Jason Michael Weaver (born July 18, 1979) is an American actor and singer best known for his roles as Marcus Henderson on The WB sitcom Smart Guy, Jerome Turrell on the short-lived sitcom Thea from 1993 to 1994, and the preteen Michael Jackson on the 1992 miniseries The Jacksons: An American Dream, which originally both aired on ABC. He was also the singing voice of the young Simba in Walt Disney Feature Animation's 1994 film The Lion King. He was featured on Chingy's 2004 hit single "One Call Away", which peaked at number 2 on the Billboard Hot 100. He played Teddy in the 2006 hit movie ATL.

==Career==

===Acting career===
One of Weaver's earliest acting roles was on Oprah Winfrey's 1990 television series Brewster Place. He went on to portray a pre-teen Michael Jackson (aged 9-14) in the 1992 miniseries The Jacksons: An American Dream, and starred on the television sitcoms Thea (1993–1994) and Smart Guy (1997–1999). In 1992, he provided the singing voice of young Simba in Disney's 1994 animated feature film The Lion King.

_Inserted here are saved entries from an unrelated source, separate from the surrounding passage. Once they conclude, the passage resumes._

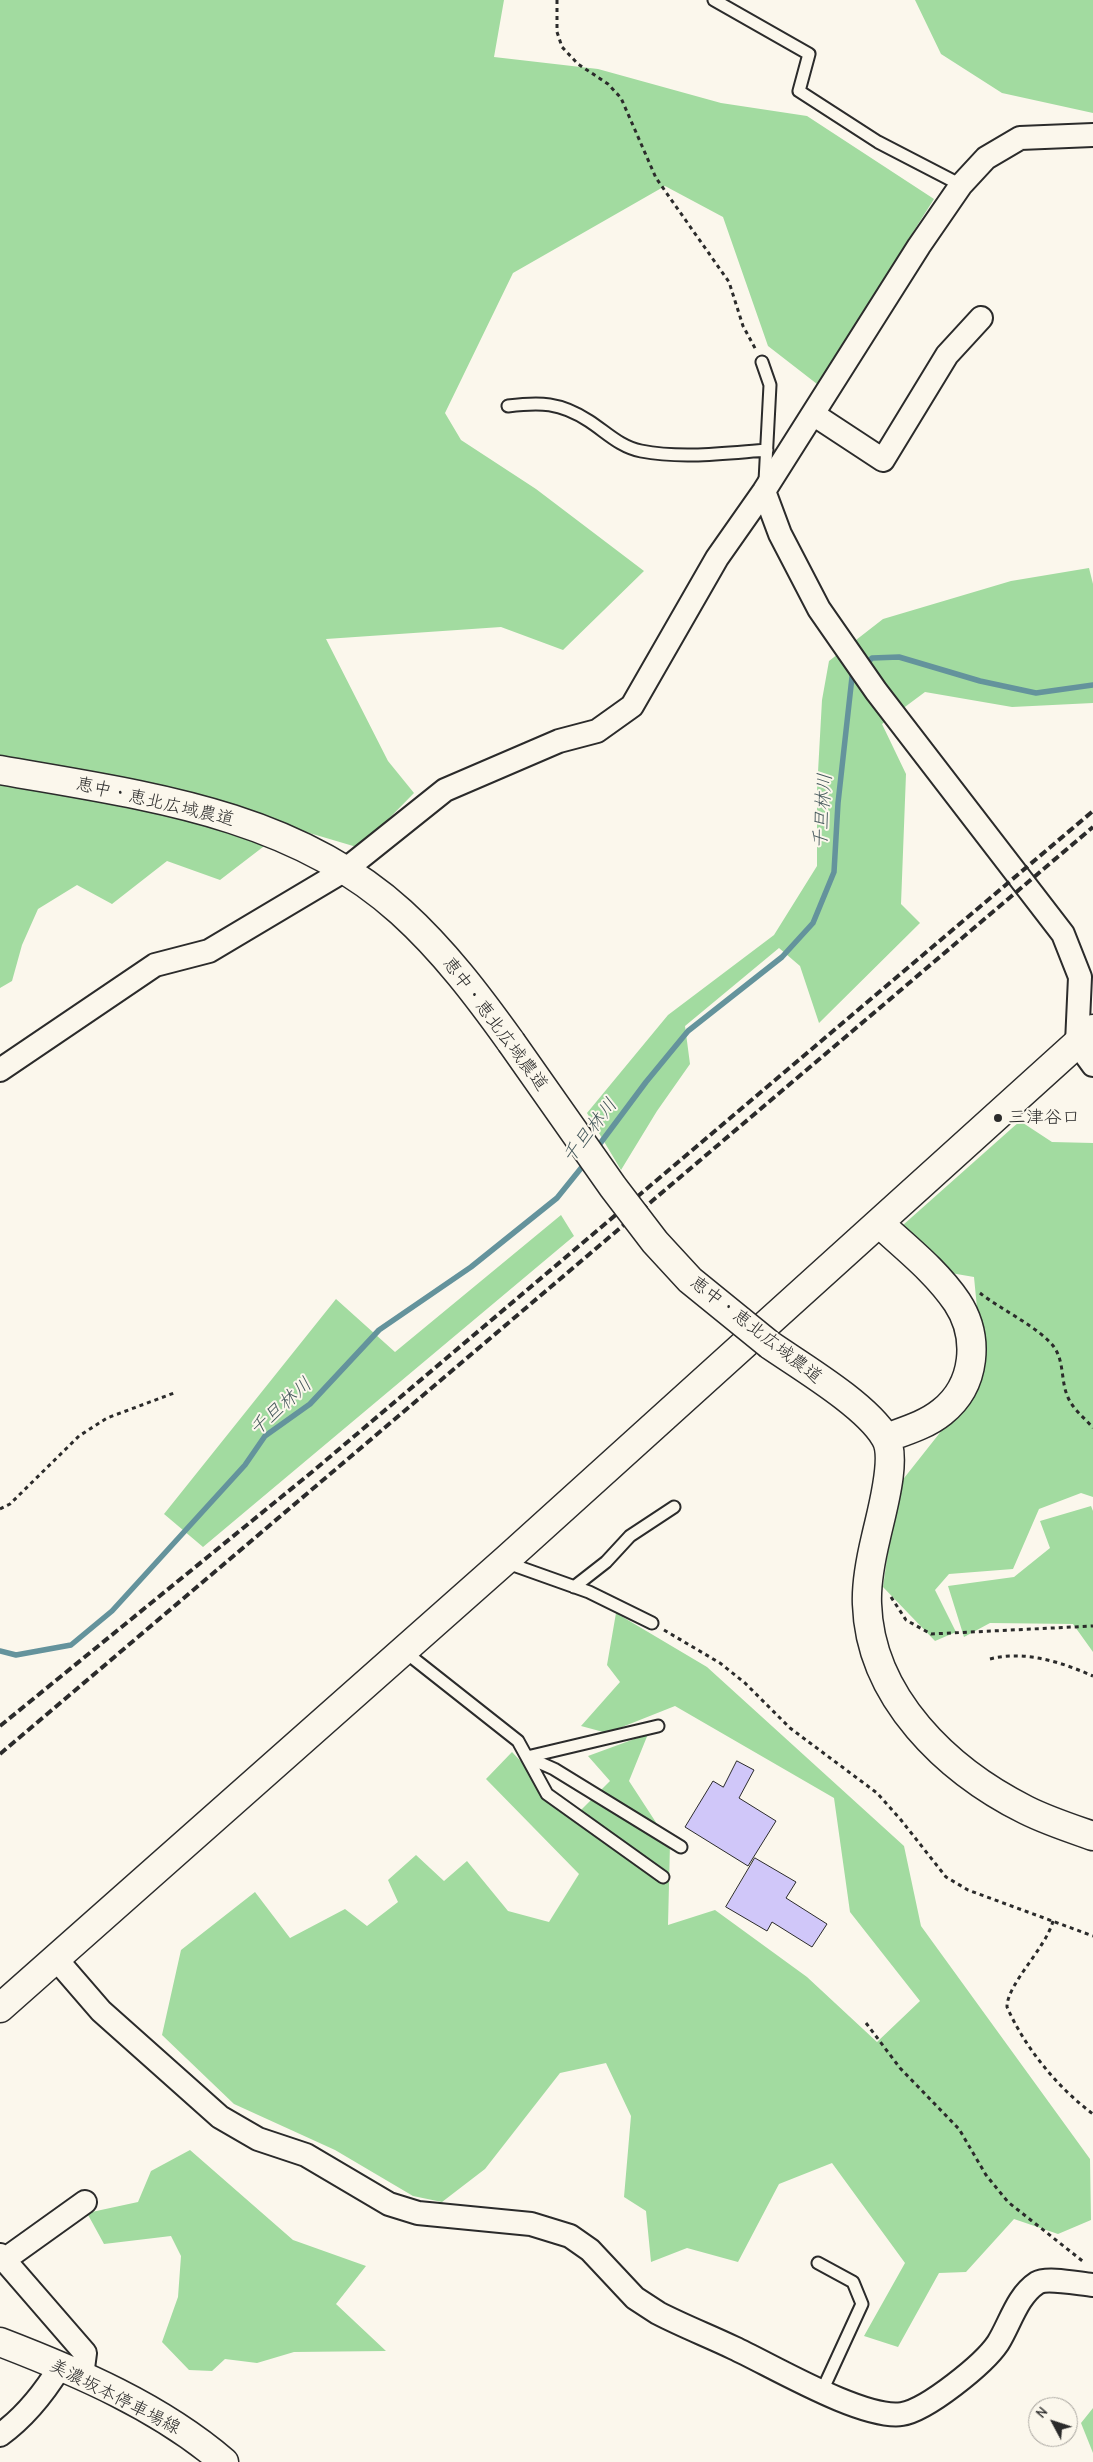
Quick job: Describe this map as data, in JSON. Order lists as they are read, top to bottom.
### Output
{
  "streets": {
    "street": ["恵中・恵北広域農道", "美濃坂本停車場線"]
  },
  "water": ["千旦林川"],
  "places": ["三津谷口"],
  "north": "top left"
}
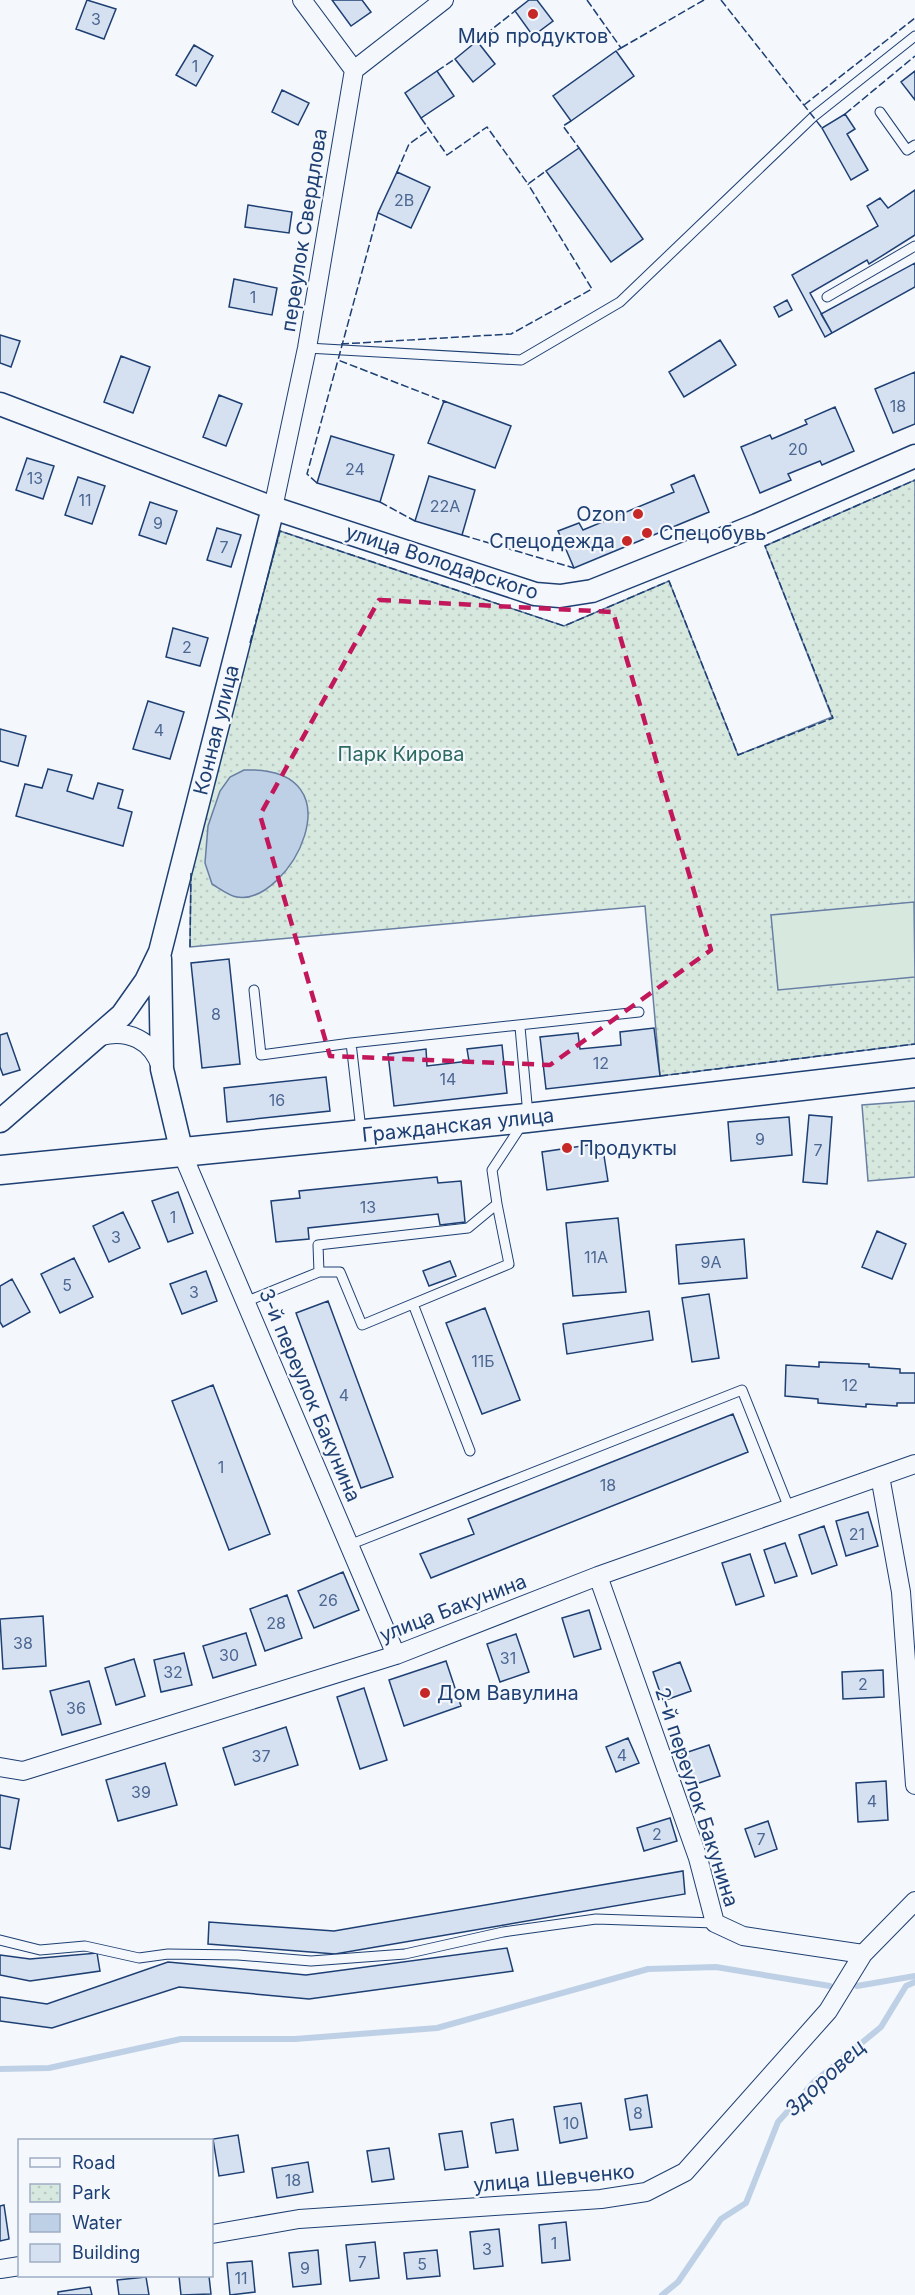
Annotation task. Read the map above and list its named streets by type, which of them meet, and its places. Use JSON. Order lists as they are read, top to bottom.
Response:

In 2002, Weaver appeared in Drumline with Nick Cannon, followed by a role in The Ladykillers in 2004. In 2004, he also was a featured artist in the song "One Call Away", as well as in the music video that also starred Keshia Knight Pulliam and AND1 baller Phillip "Hot Sauce" Champion. In 2006, Weaver was featured in a supporting role in the film ATL starring rappers T.I. and Big Boi from OutKast. He also appeared as an extra in the music video "Rock Yo Hips" by Crime Mob featuring Lil Scrappy and "Make Up Bag" by The-Dream featuring T.I. In 2011, he starred in the film He's Mine Not Yours alongside Caryn Ward, Wendy Raquel Robinson, Carl Anthony Payne II and Clifton Powell. He is also in the hit TV show The Chi.

===Focus on music===
Weaver is also a recording artist. He provided vocals for his role as Michael Jackson in The Jacksons: An American Dream and as the singing voice of the cub Simba in Disney's 1994 animated feature film The Lion King.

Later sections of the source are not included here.